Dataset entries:
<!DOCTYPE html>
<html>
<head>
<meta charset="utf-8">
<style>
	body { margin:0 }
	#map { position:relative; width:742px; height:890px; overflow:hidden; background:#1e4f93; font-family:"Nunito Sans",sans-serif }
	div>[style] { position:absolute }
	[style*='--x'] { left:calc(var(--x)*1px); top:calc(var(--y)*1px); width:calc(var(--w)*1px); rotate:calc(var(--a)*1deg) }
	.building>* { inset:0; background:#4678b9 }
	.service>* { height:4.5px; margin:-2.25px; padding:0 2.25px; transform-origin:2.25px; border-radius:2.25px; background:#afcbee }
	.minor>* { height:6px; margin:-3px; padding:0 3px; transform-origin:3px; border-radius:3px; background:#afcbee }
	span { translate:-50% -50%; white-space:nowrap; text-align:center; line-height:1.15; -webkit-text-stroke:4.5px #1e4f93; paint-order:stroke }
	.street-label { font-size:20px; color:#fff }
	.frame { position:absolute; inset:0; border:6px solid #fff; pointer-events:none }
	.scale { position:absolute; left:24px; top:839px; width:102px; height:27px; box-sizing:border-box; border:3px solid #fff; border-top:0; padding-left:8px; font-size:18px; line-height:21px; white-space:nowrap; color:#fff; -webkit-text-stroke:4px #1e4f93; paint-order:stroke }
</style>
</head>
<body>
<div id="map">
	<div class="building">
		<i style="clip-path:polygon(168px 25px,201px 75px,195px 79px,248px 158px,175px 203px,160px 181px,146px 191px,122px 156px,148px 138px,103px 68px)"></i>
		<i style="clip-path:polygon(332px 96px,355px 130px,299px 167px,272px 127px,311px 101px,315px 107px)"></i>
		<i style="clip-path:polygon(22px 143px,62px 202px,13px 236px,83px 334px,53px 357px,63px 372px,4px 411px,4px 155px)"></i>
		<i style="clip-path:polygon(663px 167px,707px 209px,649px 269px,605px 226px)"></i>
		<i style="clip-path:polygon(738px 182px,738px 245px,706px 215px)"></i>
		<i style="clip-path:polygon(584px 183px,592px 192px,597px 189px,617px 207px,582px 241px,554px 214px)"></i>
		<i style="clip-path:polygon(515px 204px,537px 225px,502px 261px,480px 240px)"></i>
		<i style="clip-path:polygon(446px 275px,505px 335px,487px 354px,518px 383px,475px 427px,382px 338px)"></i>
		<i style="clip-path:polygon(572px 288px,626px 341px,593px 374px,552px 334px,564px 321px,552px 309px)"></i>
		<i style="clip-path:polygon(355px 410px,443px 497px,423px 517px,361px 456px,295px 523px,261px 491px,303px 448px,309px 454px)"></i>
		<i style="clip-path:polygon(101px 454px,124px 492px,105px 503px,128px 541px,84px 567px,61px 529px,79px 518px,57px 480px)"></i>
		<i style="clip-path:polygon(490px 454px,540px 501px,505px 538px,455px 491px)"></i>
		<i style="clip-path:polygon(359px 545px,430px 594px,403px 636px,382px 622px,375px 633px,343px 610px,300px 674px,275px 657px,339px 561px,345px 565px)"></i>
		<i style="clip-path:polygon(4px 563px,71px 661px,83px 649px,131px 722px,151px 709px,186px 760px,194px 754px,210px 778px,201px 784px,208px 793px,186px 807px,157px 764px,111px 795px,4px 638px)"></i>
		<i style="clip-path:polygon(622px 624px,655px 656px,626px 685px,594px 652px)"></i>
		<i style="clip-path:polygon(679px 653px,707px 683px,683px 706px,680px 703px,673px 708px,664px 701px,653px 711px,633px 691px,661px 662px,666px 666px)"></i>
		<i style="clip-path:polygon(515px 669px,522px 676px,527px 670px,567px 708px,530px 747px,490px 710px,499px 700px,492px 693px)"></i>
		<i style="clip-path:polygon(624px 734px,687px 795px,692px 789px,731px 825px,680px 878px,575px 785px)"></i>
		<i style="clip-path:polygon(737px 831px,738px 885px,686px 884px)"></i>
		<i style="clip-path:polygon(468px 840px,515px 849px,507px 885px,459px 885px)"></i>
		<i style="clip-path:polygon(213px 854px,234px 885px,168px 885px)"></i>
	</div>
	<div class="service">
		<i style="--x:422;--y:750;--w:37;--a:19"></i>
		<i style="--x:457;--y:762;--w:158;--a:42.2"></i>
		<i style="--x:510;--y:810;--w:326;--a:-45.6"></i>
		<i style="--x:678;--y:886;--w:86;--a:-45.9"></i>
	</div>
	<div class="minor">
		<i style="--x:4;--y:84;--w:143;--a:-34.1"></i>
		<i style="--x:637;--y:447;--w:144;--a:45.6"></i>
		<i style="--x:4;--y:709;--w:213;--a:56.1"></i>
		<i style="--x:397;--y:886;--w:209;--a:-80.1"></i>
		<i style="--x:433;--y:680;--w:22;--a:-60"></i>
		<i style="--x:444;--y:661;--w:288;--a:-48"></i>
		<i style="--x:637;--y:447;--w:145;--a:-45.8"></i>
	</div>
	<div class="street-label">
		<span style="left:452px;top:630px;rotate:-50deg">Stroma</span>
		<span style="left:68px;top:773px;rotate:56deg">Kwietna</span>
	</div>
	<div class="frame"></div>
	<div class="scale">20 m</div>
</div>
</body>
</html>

= Problem statement =
Transcribe, exactly as written, all lines of the entries above from the first to the one containing "translate:-50% -50%; white-space:nowrap;", and no more.

= Response to this task =
<!DOCTYPE html>
<html>
<head>
<meta charset="utf-8">
<style>
	body { margin:0 }
	#map { position:relative; width:742px; height:890px; overflow:hidden; background:#1e4f93; font-family:"Nunito Sans",sans-serif }
	div>[style] { position:absolute }
	[style*='--x'] { left:calc(var(--x)*1px); top:calc(var(--y)*1px); width:calc(var(--w)*1px); rotate:calc(var(--a)*1deg) }
	.building>* { inset:0; background:#4678b9 }
	.service>* { height:4.5px; margin:-2.25px; padding:0 2.25px; transform-origin:2.25px; border-radius:2.25px; background:#afcbee }
	.minor>* { height:6px; margin:-3px; padding:0 3px; transform-origin:3px; border-radius:3px; background:#afcbee }
	span { translate:-50% -50%; white-space:nowrap; text-align:center; line-height:1.15; -webkit-text-stroke:4.5px #1e4f93; paint-order:stroke }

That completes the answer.